• Task description
Examine each line of the data. Copy those that contain the string "white".

(Collected data)

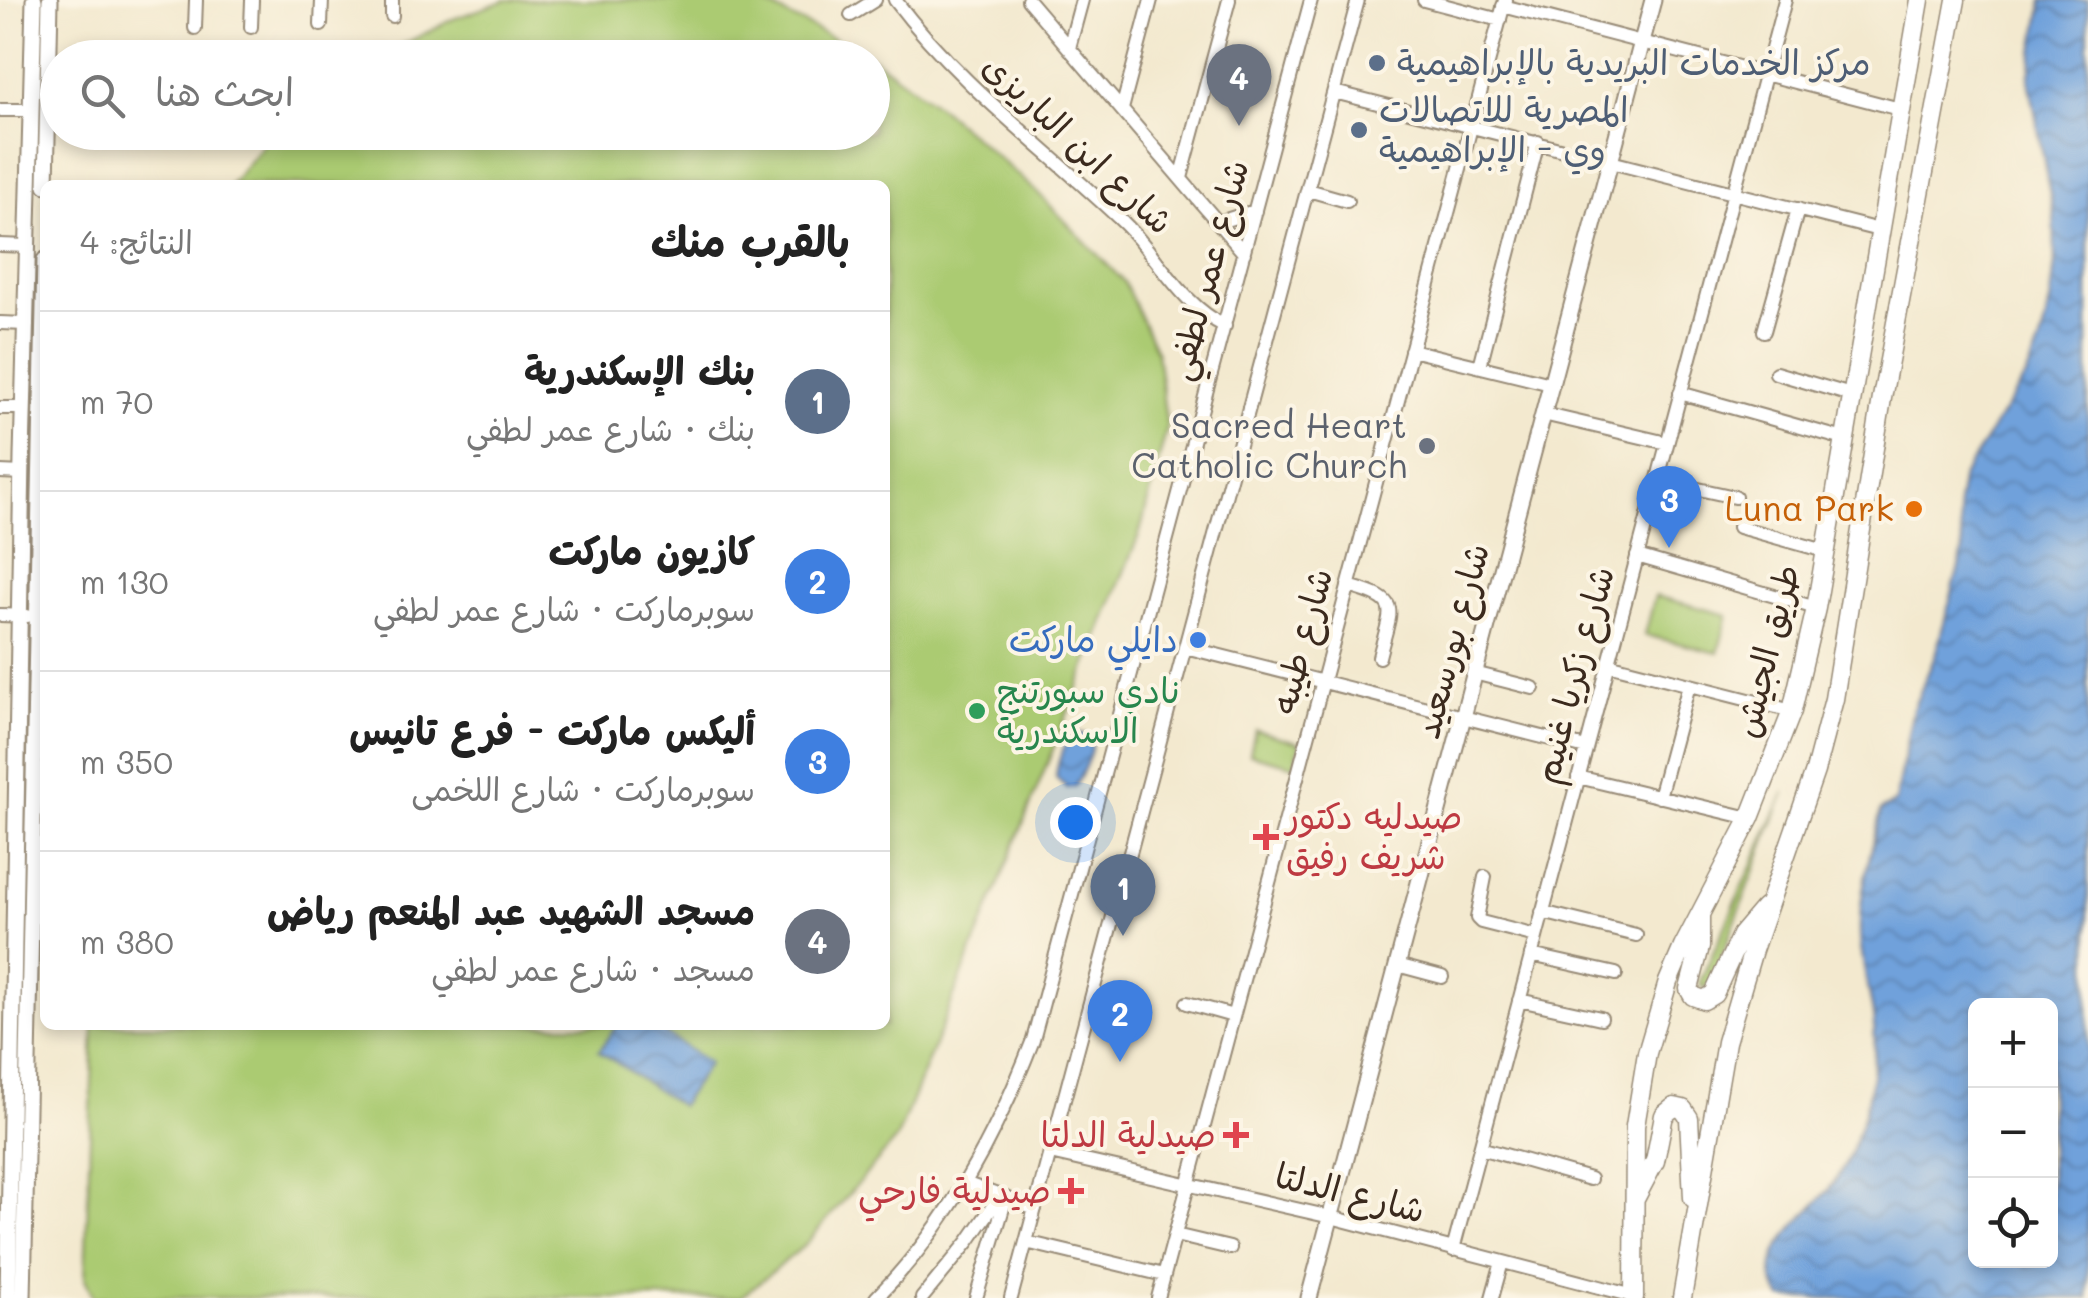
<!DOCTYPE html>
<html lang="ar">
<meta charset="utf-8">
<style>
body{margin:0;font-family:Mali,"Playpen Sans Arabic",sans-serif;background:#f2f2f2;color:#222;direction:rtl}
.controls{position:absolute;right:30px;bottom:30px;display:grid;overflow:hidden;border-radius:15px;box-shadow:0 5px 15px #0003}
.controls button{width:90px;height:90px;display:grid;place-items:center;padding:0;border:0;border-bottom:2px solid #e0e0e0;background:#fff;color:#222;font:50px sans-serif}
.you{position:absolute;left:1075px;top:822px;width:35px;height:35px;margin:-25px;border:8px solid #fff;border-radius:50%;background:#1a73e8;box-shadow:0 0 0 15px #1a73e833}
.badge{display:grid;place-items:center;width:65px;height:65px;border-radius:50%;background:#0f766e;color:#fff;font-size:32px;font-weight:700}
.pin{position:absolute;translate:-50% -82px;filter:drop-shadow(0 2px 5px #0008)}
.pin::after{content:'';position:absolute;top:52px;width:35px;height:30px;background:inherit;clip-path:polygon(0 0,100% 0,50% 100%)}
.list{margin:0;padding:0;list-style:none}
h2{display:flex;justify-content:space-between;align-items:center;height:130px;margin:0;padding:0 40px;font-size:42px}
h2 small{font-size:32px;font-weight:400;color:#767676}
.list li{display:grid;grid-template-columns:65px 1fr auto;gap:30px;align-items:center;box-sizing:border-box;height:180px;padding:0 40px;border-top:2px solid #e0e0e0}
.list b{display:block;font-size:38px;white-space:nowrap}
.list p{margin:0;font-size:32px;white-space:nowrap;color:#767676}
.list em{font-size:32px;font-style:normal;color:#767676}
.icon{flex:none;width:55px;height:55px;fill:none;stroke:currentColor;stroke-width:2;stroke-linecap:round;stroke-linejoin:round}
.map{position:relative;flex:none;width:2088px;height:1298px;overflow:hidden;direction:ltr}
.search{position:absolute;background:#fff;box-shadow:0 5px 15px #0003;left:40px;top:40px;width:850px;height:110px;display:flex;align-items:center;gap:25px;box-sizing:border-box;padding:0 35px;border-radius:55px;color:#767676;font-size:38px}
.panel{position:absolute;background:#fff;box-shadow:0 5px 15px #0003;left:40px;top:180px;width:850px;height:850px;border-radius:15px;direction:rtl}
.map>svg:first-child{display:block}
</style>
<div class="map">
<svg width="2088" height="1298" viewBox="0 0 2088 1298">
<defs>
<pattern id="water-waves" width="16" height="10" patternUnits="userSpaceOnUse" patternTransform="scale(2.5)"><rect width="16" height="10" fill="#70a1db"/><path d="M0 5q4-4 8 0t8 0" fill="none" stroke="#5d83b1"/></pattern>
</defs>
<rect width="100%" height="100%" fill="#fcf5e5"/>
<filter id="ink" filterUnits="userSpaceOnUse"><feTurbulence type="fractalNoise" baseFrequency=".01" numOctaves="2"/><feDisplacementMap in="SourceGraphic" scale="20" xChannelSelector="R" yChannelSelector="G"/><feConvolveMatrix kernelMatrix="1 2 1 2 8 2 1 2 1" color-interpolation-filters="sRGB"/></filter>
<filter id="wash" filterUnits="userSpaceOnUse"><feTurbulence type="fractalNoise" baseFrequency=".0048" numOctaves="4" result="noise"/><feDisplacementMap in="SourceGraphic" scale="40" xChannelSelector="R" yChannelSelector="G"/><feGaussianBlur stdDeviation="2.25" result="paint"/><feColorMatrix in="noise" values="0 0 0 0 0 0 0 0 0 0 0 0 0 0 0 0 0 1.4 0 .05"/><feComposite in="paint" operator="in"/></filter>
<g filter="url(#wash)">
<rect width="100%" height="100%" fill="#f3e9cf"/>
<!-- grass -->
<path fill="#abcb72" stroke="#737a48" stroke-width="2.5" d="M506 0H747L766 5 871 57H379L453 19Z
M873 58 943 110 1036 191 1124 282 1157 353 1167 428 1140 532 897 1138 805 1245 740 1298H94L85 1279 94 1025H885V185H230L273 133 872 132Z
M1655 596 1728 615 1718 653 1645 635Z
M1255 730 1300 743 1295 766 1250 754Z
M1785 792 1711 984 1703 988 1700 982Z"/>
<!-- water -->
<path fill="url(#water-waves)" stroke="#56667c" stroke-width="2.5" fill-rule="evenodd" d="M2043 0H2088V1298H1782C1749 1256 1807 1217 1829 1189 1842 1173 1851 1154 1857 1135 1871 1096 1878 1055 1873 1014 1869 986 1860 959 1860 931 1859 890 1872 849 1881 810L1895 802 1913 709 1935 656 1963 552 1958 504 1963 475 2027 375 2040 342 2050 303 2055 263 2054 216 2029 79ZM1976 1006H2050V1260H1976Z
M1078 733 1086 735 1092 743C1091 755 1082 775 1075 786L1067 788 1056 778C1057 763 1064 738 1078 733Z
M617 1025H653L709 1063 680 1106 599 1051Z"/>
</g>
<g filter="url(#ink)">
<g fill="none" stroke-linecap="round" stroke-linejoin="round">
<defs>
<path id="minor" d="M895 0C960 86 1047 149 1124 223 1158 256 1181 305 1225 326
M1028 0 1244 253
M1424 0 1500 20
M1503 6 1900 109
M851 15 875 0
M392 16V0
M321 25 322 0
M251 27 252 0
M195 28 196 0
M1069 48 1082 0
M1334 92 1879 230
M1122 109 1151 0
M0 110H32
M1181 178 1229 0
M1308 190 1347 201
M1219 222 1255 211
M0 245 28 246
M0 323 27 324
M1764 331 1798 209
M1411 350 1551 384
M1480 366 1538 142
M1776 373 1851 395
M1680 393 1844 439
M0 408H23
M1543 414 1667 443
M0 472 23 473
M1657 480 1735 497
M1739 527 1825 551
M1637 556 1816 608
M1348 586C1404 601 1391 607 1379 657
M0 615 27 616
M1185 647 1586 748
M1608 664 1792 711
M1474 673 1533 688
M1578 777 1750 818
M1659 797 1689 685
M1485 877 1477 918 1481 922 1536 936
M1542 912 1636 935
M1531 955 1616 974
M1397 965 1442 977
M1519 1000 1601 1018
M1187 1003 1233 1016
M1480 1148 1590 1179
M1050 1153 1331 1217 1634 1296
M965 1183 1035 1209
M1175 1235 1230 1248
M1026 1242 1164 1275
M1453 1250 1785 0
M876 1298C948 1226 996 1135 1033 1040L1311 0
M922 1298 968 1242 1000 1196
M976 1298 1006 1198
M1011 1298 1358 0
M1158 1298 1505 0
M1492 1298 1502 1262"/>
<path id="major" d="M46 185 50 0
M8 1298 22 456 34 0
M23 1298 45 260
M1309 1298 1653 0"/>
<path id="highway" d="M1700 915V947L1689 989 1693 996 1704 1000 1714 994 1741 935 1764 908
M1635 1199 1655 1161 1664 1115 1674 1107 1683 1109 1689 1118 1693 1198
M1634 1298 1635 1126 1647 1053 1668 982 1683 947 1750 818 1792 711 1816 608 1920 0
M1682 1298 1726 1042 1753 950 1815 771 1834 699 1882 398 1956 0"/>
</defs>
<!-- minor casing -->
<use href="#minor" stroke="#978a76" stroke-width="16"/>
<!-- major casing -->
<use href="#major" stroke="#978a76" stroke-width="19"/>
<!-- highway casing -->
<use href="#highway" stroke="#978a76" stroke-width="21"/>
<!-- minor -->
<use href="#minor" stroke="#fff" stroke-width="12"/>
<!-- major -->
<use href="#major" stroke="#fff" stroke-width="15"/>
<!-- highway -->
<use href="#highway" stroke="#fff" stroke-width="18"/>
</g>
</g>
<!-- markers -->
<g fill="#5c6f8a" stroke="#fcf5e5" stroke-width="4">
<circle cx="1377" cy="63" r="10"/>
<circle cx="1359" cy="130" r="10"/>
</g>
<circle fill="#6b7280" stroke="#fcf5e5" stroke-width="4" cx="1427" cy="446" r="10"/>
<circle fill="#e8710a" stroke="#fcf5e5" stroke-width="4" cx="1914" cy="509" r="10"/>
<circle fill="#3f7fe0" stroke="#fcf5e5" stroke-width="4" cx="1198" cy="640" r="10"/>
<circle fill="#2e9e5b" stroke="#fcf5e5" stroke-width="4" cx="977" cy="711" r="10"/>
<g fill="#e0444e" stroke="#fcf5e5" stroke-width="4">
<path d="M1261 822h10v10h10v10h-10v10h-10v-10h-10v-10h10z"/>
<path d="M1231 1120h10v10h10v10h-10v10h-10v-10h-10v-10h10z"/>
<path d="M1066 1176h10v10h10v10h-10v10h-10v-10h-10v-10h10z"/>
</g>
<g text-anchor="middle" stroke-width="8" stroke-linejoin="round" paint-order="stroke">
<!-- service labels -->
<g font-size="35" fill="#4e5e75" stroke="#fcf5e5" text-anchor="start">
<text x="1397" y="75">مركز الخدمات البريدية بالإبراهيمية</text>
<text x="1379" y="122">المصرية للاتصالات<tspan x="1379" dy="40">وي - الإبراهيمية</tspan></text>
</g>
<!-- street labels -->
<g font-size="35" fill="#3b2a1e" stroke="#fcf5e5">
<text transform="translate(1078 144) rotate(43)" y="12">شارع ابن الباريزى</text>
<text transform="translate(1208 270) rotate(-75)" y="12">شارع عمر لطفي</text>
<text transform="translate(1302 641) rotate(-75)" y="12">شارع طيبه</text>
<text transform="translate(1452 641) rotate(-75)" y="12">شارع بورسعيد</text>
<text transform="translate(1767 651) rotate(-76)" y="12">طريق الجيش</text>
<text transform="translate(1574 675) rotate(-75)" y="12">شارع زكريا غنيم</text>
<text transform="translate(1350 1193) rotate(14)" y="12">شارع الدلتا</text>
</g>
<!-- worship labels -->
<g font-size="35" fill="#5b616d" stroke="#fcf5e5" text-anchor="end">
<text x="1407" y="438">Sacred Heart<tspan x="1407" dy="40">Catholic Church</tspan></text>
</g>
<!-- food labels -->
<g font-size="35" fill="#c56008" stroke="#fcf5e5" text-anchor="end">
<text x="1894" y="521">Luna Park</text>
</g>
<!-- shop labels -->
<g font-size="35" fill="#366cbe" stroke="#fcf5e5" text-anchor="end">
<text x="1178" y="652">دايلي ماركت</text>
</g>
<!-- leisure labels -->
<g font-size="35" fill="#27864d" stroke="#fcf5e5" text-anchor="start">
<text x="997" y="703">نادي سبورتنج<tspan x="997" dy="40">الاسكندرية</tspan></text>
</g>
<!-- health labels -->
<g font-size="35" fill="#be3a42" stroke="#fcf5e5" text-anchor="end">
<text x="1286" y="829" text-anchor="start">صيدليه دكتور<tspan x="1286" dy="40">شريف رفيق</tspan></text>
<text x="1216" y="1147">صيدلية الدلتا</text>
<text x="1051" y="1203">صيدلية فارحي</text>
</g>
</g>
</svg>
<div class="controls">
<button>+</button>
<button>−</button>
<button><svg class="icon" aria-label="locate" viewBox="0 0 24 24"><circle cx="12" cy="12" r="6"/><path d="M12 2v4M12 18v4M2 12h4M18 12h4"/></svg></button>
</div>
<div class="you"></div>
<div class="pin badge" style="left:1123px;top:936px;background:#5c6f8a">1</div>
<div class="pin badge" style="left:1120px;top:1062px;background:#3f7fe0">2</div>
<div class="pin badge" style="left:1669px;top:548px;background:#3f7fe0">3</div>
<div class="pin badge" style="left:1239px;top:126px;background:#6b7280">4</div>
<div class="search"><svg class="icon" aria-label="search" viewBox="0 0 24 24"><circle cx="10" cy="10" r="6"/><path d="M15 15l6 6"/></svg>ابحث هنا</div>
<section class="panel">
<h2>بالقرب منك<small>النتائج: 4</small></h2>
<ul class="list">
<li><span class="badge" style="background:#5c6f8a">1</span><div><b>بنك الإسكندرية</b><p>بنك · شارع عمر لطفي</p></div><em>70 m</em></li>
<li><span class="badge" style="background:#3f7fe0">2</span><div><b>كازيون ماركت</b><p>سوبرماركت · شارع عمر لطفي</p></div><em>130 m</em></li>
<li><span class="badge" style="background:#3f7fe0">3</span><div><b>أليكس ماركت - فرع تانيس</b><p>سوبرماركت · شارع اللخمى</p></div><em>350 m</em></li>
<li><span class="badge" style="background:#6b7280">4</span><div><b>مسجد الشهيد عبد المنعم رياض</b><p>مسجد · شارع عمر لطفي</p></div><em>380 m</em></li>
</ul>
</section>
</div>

• Problem solution
.list b{display:block;font-size:38px;white-space:nowrap}
.list p{margin:0;font-size:32px;white-space:nowrap;color:#767676}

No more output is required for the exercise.